For this exercise, return exactly the lines of the material below that begin at the one with "ctx.stroke(path);" and stop after the one with "if (halo) ctx.strokeText(text, 0, 0);".

◇ ◇ ◇ ◇ ◇

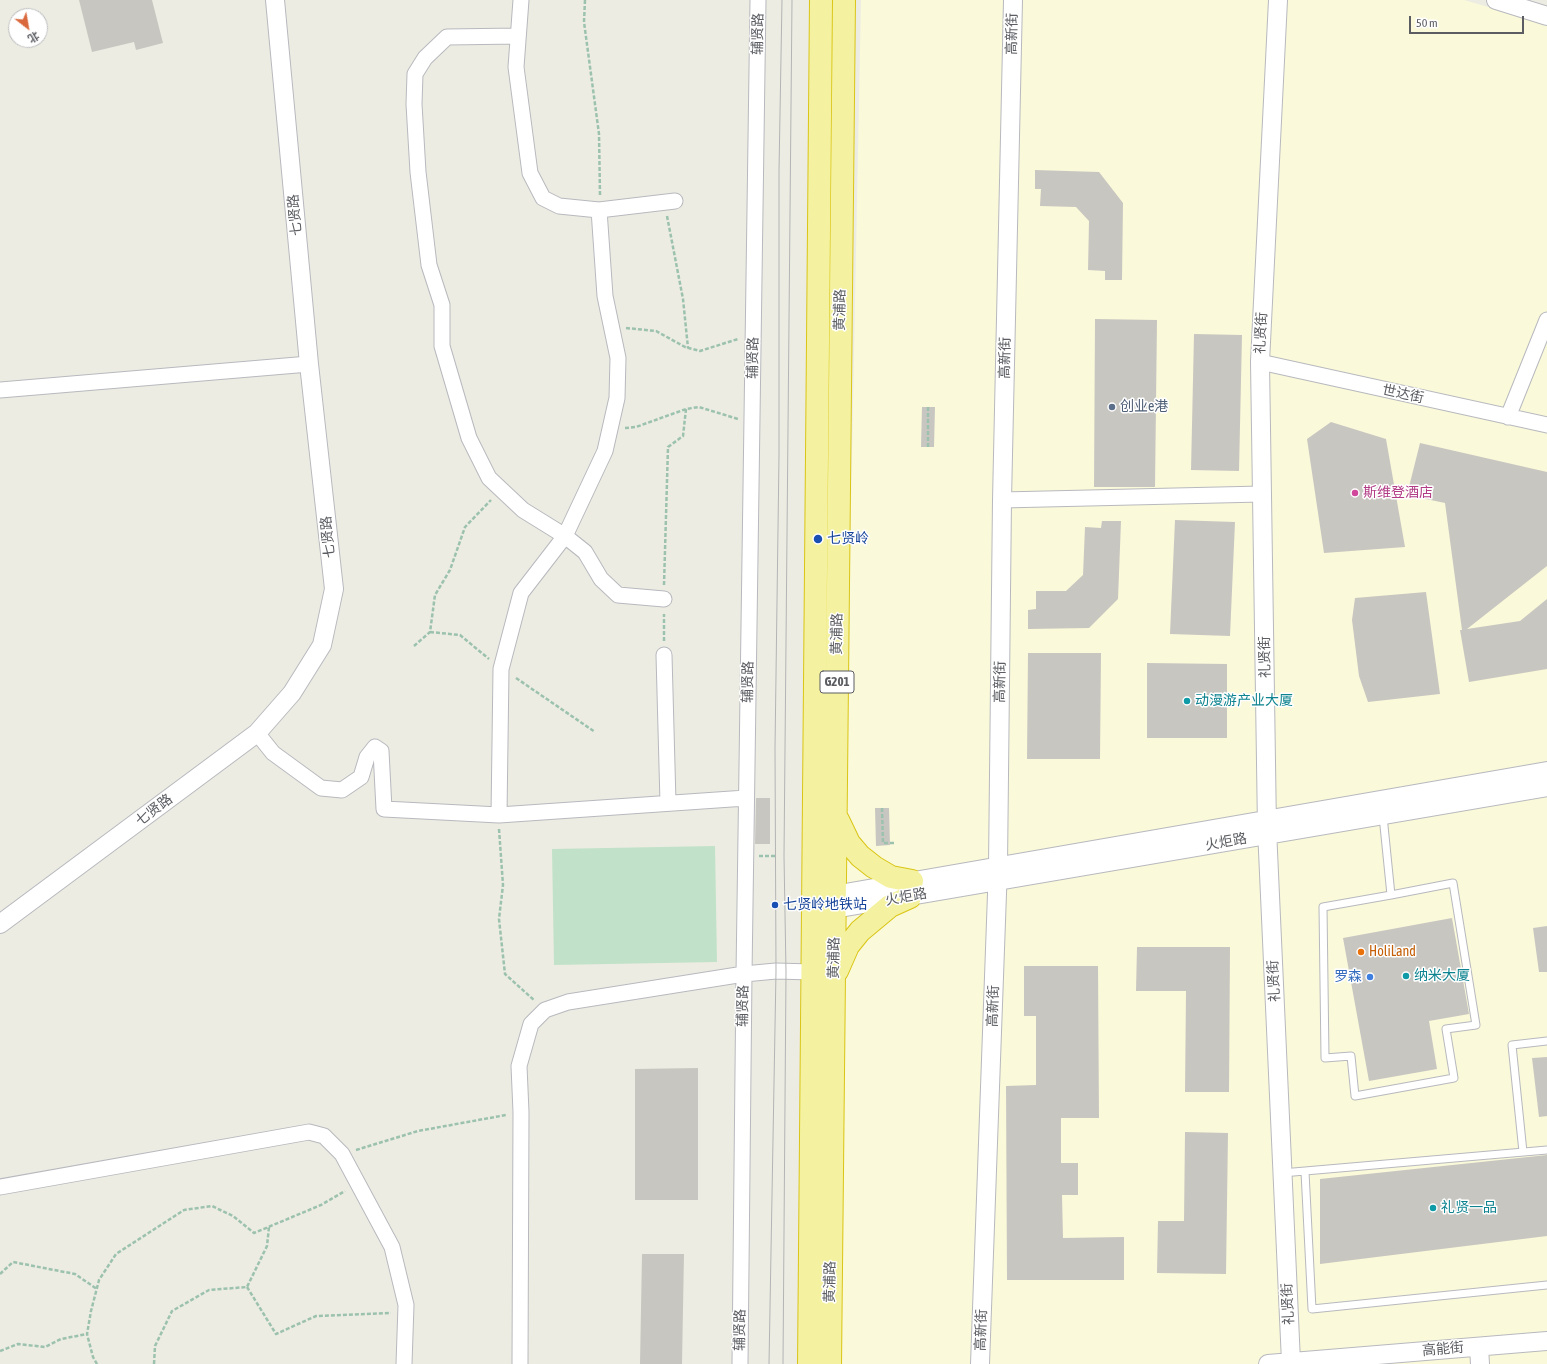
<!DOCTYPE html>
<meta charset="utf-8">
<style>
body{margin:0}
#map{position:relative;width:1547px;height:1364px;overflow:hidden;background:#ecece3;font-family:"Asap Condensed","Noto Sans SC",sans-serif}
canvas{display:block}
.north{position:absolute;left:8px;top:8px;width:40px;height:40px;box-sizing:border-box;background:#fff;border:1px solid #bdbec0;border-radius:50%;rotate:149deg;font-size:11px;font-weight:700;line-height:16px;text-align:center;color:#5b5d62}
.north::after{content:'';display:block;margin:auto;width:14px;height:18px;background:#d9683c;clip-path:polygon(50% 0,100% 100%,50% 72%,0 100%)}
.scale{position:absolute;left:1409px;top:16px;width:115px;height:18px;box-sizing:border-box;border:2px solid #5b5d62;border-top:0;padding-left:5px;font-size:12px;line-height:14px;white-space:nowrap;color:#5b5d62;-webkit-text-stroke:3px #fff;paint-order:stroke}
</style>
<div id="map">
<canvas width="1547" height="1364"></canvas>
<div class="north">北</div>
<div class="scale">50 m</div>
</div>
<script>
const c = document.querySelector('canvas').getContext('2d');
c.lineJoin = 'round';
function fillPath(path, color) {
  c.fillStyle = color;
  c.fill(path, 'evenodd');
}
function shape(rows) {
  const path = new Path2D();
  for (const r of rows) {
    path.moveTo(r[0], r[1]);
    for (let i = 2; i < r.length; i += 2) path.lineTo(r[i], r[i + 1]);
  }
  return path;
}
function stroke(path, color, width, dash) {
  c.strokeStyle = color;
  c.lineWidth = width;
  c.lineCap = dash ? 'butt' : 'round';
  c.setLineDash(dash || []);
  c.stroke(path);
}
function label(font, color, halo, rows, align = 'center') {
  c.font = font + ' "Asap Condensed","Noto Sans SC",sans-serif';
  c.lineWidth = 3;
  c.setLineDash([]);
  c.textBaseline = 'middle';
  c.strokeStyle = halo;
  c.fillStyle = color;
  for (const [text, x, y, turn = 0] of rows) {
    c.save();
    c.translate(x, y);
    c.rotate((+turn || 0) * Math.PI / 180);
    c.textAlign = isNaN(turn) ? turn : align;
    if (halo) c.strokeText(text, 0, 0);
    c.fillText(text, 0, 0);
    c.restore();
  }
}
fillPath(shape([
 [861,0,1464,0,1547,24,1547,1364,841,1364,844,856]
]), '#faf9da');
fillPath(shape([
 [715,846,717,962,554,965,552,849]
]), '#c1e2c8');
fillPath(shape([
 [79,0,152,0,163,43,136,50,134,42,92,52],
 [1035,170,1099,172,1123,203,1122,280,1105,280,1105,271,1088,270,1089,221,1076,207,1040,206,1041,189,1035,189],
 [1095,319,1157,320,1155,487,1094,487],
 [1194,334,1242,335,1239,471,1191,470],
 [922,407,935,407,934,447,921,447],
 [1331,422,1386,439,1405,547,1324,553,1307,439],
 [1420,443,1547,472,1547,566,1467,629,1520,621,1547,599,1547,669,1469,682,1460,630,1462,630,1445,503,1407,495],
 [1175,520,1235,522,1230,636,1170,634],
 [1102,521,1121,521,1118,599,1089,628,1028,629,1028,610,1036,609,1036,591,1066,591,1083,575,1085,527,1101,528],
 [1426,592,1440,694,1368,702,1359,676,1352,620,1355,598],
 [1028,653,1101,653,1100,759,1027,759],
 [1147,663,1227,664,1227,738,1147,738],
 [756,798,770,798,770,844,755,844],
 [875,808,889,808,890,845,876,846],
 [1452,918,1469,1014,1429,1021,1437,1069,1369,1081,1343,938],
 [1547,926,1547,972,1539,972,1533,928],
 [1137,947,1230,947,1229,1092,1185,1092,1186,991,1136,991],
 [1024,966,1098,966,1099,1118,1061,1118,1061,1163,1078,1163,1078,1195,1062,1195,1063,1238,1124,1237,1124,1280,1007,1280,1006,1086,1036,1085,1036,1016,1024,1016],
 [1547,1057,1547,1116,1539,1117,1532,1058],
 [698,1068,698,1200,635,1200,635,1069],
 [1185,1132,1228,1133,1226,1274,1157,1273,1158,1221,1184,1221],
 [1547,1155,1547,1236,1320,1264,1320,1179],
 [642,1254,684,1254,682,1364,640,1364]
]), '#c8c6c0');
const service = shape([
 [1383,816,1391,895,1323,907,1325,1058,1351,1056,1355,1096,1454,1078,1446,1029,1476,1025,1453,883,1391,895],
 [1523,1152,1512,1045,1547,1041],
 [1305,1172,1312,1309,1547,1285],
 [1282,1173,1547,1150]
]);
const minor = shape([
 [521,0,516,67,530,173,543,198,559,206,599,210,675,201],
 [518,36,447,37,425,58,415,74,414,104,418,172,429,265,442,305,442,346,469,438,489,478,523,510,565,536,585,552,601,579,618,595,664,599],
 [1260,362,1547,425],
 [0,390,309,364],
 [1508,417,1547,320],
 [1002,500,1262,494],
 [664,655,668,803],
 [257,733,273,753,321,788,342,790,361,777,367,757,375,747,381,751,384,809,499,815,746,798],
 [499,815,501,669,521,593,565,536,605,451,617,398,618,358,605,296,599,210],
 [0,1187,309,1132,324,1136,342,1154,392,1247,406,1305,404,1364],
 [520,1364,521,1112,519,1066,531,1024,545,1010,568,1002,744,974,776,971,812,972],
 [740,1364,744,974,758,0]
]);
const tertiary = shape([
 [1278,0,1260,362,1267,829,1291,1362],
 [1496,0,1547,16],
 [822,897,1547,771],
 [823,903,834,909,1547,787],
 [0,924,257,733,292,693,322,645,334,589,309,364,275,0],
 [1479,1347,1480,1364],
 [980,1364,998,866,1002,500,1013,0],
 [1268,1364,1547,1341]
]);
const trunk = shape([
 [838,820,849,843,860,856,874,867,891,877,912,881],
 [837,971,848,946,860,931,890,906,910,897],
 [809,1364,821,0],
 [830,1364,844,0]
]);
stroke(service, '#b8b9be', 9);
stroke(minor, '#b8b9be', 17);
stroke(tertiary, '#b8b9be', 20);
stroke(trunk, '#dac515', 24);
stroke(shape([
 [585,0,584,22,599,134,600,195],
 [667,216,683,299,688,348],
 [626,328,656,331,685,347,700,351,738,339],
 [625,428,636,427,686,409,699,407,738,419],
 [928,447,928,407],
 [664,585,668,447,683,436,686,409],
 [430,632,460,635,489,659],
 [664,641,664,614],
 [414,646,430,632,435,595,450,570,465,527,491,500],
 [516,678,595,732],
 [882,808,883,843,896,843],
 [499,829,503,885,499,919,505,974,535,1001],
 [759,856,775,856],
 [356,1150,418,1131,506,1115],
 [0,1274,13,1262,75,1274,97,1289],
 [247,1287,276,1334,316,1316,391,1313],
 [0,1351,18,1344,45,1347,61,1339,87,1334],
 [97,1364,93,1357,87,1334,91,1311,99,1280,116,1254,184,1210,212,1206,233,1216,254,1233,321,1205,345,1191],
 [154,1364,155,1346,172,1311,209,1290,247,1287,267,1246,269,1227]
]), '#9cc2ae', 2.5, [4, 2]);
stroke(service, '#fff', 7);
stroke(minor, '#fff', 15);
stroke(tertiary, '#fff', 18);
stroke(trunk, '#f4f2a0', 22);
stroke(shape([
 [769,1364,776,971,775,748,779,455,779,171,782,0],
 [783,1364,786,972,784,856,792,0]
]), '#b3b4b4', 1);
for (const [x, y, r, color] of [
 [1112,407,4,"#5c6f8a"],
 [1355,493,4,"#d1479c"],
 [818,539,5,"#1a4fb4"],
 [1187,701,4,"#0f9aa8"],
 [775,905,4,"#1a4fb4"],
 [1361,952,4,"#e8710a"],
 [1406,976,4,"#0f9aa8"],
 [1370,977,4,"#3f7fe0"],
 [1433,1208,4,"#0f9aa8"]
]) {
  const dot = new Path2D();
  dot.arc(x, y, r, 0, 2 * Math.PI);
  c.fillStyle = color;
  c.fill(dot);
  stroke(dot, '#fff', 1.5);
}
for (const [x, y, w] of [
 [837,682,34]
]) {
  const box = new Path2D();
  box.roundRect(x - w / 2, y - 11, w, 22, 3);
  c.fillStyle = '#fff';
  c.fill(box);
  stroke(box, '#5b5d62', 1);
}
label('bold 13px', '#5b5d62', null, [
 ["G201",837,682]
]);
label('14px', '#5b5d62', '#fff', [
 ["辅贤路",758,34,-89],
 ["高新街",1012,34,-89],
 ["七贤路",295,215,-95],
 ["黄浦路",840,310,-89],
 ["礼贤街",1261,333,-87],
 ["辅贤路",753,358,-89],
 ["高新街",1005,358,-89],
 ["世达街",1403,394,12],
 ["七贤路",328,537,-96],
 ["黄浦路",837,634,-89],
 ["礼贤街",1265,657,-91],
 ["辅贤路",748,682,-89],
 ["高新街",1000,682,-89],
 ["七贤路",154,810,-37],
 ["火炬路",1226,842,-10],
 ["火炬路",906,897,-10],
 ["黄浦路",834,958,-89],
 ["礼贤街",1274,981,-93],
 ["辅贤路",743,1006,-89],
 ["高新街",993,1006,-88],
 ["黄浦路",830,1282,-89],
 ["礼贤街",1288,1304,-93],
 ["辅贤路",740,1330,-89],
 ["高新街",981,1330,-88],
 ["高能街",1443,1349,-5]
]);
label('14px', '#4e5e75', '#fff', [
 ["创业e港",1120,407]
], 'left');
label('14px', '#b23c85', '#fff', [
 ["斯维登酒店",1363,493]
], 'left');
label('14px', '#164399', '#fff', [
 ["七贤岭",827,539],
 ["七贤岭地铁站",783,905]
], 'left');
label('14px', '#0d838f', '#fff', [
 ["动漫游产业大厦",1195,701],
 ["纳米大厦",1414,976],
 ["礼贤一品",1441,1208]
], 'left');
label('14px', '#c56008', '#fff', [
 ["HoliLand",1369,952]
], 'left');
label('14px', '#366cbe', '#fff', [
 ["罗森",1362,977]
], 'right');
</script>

◇ ◇ ◇ ◇ ◇

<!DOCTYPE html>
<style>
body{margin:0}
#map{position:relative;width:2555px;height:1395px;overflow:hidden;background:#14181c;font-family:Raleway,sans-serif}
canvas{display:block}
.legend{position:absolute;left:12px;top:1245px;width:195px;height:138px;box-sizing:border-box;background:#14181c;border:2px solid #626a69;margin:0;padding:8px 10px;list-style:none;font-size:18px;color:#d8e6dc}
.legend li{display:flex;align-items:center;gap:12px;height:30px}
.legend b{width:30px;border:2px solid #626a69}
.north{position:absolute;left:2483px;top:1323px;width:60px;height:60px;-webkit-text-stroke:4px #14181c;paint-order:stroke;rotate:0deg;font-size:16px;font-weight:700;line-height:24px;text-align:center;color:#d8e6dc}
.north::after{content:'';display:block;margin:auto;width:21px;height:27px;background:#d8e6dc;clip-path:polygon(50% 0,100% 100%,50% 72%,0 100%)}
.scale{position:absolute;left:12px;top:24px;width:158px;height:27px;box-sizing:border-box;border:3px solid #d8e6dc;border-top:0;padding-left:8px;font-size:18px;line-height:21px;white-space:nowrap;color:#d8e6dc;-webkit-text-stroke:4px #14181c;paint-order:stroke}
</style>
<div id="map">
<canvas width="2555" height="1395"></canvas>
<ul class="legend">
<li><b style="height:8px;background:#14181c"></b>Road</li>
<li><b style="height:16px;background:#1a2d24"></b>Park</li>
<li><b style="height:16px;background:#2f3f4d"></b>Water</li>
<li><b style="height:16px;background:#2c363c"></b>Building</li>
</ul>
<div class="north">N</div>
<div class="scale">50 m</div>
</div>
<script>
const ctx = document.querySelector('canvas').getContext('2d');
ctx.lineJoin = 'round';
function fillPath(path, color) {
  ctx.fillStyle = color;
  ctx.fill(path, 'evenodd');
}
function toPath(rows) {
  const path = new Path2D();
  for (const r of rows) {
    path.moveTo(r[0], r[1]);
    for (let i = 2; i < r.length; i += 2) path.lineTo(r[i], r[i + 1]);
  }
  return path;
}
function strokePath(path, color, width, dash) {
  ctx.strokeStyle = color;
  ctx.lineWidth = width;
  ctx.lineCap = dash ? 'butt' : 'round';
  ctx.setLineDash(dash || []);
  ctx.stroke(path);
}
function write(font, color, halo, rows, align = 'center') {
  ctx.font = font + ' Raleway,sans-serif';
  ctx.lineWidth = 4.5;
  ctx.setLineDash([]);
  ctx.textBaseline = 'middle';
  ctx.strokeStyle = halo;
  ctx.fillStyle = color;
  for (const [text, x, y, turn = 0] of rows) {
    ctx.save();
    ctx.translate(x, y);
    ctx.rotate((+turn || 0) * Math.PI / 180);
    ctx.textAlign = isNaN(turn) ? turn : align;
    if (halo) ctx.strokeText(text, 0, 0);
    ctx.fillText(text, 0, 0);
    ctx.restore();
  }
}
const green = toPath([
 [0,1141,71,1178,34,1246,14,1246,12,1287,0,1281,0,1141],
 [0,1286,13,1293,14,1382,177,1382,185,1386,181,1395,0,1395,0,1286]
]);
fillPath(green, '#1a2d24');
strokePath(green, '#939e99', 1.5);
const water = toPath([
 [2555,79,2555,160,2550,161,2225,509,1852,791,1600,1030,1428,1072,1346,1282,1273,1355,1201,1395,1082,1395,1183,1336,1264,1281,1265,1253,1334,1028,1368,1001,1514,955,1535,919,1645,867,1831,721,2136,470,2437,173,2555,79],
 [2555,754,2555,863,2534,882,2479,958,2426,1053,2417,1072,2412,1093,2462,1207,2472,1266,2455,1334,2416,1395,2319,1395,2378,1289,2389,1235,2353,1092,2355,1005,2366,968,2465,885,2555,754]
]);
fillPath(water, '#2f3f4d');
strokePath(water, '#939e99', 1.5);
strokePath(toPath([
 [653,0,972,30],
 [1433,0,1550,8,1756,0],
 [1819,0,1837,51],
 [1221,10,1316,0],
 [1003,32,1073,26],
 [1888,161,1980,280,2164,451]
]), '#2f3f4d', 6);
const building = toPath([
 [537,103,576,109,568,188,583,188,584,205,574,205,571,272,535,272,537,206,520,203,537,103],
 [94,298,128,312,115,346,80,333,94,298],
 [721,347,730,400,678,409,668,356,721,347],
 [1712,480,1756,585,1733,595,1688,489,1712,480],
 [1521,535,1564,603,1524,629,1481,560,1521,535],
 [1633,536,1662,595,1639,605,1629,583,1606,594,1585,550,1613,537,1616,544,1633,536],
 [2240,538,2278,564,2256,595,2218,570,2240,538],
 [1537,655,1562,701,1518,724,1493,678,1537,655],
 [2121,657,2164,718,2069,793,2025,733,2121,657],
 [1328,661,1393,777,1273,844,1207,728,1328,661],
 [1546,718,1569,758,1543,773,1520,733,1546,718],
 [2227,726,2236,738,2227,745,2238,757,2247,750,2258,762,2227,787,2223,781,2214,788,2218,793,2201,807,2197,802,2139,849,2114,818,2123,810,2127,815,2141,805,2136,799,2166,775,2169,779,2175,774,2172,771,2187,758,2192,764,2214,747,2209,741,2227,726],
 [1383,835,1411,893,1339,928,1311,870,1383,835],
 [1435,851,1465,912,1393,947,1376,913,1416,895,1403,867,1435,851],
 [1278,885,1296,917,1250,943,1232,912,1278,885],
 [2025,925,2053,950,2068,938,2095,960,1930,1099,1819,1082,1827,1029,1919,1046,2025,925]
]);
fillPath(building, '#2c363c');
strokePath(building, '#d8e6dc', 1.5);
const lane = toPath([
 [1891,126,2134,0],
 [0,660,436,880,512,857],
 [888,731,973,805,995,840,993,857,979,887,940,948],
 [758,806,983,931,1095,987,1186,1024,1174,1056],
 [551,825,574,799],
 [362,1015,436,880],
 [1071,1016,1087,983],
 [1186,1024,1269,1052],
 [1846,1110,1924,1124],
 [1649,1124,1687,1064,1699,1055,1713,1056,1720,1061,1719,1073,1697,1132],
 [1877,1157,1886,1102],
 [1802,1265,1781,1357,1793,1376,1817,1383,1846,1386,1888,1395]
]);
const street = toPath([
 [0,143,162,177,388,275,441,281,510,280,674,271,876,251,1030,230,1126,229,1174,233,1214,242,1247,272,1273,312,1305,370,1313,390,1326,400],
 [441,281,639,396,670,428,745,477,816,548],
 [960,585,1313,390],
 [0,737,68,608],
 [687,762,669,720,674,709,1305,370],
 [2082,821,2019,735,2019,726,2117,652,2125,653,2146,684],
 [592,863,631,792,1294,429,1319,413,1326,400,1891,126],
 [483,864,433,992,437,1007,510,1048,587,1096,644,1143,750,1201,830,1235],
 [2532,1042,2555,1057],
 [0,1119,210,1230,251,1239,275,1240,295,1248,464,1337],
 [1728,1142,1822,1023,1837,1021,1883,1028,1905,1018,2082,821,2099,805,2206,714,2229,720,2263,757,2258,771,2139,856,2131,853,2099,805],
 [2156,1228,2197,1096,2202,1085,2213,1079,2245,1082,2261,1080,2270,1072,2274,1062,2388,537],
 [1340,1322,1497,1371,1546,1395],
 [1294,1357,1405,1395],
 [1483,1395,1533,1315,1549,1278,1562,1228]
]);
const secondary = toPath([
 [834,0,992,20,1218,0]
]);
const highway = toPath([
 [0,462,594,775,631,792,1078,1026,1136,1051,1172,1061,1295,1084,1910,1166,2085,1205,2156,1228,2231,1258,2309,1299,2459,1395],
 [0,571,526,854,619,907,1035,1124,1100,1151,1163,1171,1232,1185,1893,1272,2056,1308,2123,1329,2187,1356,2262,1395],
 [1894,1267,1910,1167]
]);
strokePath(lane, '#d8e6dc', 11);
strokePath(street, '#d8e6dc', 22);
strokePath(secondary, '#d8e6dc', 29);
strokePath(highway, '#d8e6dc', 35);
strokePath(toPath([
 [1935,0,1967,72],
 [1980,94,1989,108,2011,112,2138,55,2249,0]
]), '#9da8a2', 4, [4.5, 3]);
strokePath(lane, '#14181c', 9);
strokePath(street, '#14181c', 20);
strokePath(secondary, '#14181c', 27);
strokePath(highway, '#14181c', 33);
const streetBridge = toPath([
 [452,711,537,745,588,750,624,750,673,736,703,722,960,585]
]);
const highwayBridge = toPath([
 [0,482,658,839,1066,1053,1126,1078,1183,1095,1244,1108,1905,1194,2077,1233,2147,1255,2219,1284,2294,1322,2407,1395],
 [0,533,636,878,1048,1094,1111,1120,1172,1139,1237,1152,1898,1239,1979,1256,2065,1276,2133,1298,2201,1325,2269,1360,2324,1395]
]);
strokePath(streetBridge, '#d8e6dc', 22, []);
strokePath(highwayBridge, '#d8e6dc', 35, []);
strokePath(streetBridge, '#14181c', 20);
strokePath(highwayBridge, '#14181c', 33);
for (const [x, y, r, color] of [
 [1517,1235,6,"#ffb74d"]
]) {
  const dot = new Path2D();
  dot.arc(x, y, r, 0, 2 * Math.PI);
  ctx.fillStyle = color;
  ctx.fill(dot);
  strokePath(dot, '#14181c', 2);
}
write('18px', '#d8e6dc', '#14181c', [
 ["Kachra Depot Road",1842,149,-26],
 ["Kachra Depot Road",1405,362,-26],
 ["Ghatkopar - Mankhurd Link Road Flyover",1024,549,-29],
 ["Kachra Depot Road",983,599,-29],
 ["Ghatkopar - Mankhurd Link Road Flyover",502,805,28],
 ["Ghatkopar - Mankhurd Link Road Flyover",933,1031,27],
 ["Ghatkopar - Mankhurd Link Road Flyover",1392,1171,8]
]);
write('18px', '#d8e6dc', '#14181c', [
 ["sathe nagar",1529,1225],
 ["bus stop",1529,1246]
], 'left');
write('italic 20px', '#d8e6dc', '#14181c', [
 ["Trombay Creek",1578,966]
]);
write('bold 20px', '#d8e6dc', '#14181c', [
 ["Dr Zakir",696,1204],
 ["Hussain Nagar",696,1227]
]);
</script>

◇ ◇ ◇ ◇ ◇

▶ **RESPONSE TO THE TASK**
  ctx.stroke(path);
}
function write(font, color, halo, rows, align = 'center') {
  ctx.font = font + ' Raleway,sans-serif';
  ctx.lineWidth = 4.5;
  ctx.setLineDash([]);
  ctx.textBaseline = 'middle';
  ctx.strokeStyle = halo;
  ctx.fillStyle = color;
  for (const [text, x, y, turn = 0] of rows) {
    ctx.save();
    ctx.translate(x, y);
    ctx.rotate((+turn || 0) * Math.PI / 180);
    ctx.textAlign = isNaN(turn) ? turn : align;
    if (halo) ctx.strokeText(text, 0, 0);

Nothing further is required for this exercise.